I also hear that it is like an assembly line there where the crew gets off the rig, somebody makes sure to stock up the rig, and then the next crew goes on without checking the rig. On the side of the ambulance there is a container that they can give Fire stuff (e.g. nasal cannulas if Fire used it).
I hear they don't have O2 on their gurneys, which the guy I was talking with didn't sound too happy about. I actually haven't looked at their gurney, and I keep forgetting to take a glance, lol, so I can't confirm this.
I was told that Fire got to train on all of their equipment, but the EMTs/Paramedics from AMR got less training on it so sometimes Fire has to help them use it/figure it out.
That's what I was told by one medic/firefighter from ALCO Fire. He didn't sound like he liked him, but he described it as only "growing pain" and said he thinks Paramedic Plus will change for better once they learn "how things are down in ALCO" and "they don't realize how busy it is here". I cannot confirm any of this (except the gurney one, but haven't looked yet, and see if an ambulance is staffed with two EMTs, which I haven't seen yet).
Alot of what your saying is infact false.
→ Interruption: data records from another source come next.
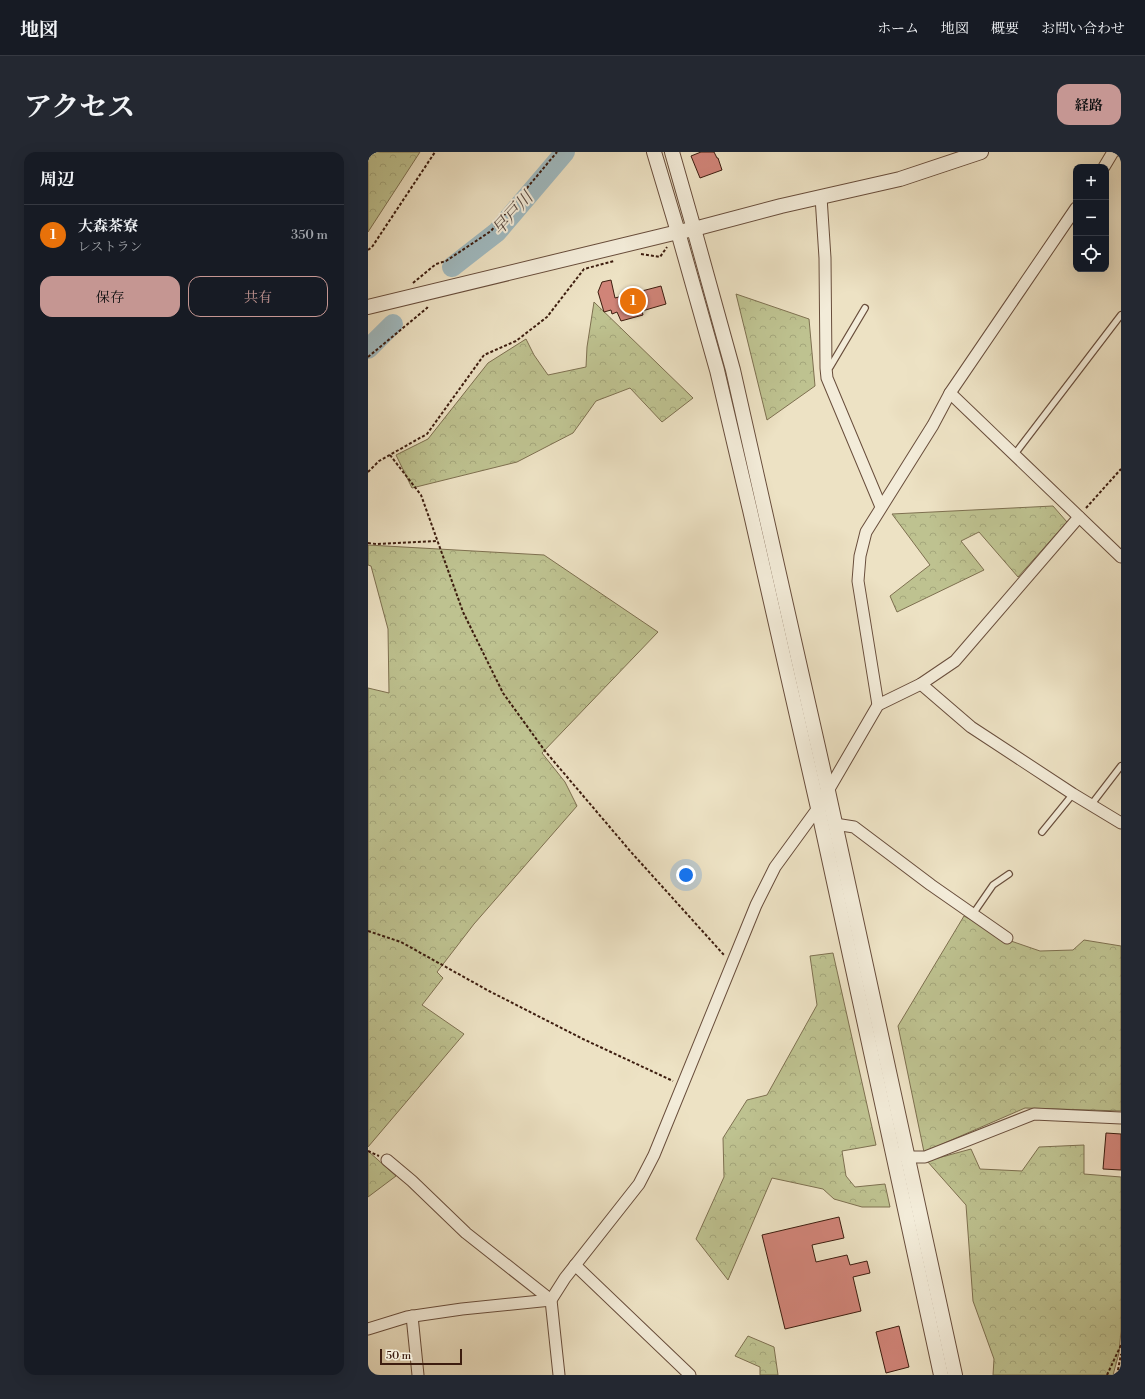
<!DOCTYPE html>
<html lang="ja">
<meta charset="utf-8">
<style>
:root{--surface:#171b24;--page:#242831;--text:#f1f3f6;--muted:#9ea1a6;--line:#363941;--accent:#c59692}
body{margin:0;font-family:"Libre Bodoni","Noto Serif JP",serif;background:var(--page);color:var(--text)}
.controls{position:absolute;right:12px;top:12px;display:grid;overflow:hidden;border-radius:8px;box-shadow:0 4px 16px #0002}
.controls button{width:36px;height:36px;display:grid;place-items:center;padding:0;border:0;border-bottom:1px solid var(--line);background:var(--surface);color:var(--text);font:20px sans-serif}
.scale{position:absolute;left:12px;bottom:10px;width:82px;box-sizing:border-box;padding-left:4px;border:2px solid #3d1d0f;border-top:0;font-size:11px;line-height:14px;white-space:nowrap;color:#3d1d0f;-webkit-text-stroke:3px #f3ecd9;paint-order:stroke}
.you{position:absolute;left:318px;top:723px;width:14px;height:14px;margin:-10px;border:3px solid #fff;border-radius:50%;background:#1a73e8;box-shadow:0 0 0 6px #1a73e833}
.badge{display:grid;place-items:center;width:26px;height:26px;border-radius:50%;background:var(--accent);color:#fff;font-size:13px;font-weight:700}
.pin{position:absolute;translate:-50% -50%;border:2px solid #fff;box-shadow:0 1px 4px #0006}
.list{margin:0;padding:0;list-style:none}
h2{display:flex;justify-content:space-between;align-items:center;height:52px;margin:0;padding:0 16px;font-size:17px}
h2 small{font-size:13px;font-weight:400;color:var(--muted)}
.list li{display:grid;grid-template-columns:26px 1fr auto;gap:12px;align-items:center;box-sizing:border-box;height:60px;padding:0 16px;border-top:1px solid var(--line)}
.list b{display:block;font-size:15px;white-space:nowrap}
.list p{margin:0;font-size:13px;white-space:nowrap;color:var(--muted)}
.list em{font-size:13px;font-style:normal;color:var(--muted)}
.actions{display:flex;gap:8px;padding:12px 16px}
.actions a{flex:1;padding:9px 0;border:1px solid var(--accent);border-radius:12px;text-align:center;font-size:14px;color:var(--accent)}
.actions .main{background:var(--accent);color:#111}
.icon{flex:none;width:22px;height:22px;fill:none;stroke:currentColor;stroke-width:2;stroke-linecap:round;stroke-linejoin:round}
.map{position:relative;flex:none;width:753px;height:1223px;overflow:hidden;border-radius:12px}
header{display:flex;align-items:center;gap:24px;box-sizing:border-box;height:56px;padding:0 20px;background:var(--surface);border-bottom:1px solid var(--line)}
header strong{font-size:19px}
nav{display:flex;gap:22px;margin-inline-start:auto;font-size:14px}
.intro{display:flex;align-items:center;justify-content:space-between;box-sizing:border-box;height:96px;padding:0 24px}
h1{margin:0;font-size:28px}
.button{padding:10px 18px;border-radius:12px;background:var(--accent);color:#111;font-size:14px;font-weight:700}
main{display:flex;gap:24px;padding:0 24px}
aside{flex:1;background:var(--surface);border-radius:12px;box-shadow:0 4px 16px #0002}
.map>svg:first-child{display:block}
</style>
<header>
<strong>地図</strong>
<nav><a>ホーム</a><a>地図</a><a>概要</a><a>お問い合わせ</a></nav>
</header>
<div class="intro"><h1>アクセス</h1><a class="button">経路</a></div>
<main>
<aside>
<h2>周辺<small></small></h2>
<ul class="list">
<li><span class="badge" style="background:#e8710a">1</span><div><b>大森茶寮</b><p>レストラン</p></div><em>350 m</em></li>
</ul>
<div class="actions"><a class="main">保存</a><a>共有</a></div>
</aside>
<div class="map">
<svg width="753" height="1223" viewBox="0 0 753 1223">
<defs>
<pattern id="forest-crowns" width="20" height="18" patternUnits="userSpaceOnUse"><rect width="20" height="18" fill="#bec290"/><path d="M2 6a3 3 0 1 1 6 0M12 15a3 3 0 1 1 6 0" fill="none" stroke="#a4a67b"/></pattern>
</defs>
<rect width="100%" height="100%" fill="#ede2c4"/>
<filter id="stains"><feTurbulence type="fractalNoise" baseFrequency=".005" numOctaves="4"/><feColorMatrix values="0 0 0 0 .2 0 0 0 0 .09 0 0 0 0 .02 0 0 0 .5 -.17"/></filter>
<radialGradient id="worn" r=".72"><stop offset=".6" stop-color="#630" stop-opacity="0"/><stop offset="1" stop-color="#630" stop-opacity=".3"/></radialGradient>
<g fill="url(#forest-crowns)" stroke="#7e7050">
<path d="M0,0H52L0,80Z"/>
<path d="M368,142L441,167L447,234L399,268Z"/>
<path d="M226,150L325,246L294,270L262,236L228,249L205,281L149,310L44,336L28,303L60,287L120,211L158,187L166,203L180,223L218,215L219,195Z"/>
<path d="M685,354L699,370L650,425L611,380L593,389L616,418L529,460L522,444L562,413L524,362Z"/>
<path d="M0,393L176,403L290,480L174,601L197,630L209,654L106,772L69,820L75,826L54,853L96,882L0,995V536L21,541L20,477L3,414L0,413Z"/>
<path d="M596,764L640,788L672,799L705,798L716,788L753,794V959L657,956L556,1000L530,874Z"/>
<path d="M465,801L508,993L474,999L478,1024L487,1035L517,1032L522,1055H494L466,1047L455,1037L404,1026L360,1128L328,1087L356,1025L355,986L379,948L399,943L449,853L442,804Z"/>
<path d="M716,993V1022L753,1025V1179L751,1201L745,1223H625L626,1207L605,1149L598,1053L559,1009L603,997L612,1017L654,1019L671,995Z"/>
<path d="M0,999L28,1024L0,1045Z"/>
<path d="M380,1184L406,1195L410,1223H392V1215L367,1204Z"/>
</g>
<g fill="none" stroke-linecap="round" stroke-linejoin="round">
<g stroke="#a0bac0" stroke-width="20">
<path d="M84,115L129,80L197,0"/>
<path d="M0,197L25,172"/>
</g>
</g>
<g fill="#d08478" stroke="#3d1d0f">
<path d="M333,0H346L349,6H350L354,18L332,26L323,4Z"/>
<path d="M243,128L247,146L293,134L298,152L274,159L275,163L253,169L249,160L244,162L243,158L236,160L230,140L234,130Z"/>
<path d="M738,981L753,982V1018L735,1017Z"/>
<path d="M471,1065L476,1086L444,1093L448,1110L479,1103L482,1113L499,1109L502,1121L485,1125L493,1159L417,1177L394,1083Z"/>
<path d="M531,1174L541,1215L518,1221L508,1180Z"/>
</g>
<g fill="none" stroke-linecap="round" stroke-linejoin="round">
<g stroke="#694e3c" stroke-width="8">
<g id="service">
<path d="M458,216L462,215L497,156"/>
<path d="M646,303L753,163"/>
<path d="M723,653L753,614"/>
<path d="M674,680L705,642"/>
<path d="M605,762L625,733L641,722"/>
</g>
</g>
<g stroke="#694e3c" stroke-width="13">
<g id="minor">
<path d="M736,15L745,0"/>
<path d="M453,45L457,106L458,216L459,226L513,355"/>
<path d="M582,241L753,405"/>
<path d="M553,532L603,575L705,642L753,671"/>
<path d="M510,553L490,429L492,404L498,380L565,273L582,241L708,56"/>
<path d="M467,672L486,675L563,733L639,786"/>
<path d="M532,1003L540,1005H557L666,962L753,966"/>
<path d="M19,1008L44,1029L98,1081L183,1148"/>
<path d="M207,1113L322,1223"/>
<path d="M44,1164L50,1223"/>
<path d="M0,1177L39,1165L94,1157L183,1148"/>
<path d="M191,1223L183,1148L197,1126L271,1032L286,1003L388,753L407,715L450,656L510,553L553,532L587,509L711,365"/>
</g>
</g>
<g stroke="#694e3c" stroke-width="16">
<g id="tertiary">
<path d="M286,0L310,80L349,218L382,358L450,656L573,1223"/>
<path d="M304,0L326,77L365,218L460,639L587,1223"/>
<path d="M0,155L310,80L326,77L413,54L532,27L613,0"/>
</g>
</g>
<g stroke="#3d1d0f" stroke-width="2" stroke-dasharray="3 2" stroke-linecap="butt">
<path d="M0,98L4,95L67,0"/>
<path d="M273,102L292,105L299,95"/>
<path d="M45,131L68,112L78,109L123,79L189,0"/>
<path d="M0,205L59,156L60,154"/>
<path d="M22,303L53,343L95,460L135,541L177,599L263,700L356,803"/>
<path d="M0,320L11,309L59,282L116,203L148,189L179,165L216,117L246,109"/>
<path d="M718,356L753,317"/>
<path d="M0,391L8,392L70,389"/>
<path d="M0,779L33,790L121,839L215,887L305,929"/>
<path d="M0,999L11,1004"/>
<path d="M739,1223L753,1193"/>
<path d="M749,1223L753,1202"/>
</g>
<use href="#service" stroke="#f3ecd9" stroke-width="5.5"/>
<use href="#minor" stroke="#f3ecd9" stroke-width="11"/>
<use href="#tertiary" stroke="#f3ecd9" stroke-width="14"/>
</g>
<g text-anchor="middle" stroke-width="4" stroke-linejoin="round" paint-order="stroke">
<g font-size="17" font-style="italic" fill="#5b4c44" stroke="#f3ecd9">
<text transform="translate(144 61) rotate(-48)" y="6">早戸川</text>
</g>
</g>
<rect width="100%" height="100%" filter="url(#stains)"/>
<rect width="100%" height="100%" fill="url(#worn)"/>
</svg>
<div class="controls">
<button>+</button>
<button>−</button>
<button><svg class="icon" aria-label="locate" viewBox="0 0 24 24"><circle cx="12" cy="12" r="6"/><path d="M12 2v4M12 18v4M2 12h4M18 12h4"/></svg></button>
</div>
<div class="scale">50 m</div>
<div class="you"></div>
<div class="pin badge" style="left:265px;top:149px;background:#e8710a">1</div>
</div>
</main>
I'll lay a few of the rumors to rest.
They are using a priority dispatch system. As you know we get sent code 3 to some very rediculous calls, so with this new system we will get sent code 2 (not dual Emt, all units are staffed with 2 medics) tO the lower priority calls for 2 reasons. Number one is safety. There is no reason to go code 3 for any distnace for toe pain, and going code 2 to these calls gives us the ability to divert to a higher acuity call if need be. The no oxygen is true. There is no place to store it except on the rear of the gurney or between the patients legs. This is something that within the next year or so I foresee getting fixed but for now we have to improvise. Lastly about the training. The most interesting thing I find about what you heard is that the incumbent AMR work force claims that they didn't get enough training. I was apart of those training sessions and there was more then enough time. The problem was that the employees did not put any effort into learning. They were more worried about just showing up so that they could transisition versus actually learning. Now mind you this wasn't everyone, but the ones that complain the most are not the ones that took it seriously. All in all this is a great place to work in my opinion.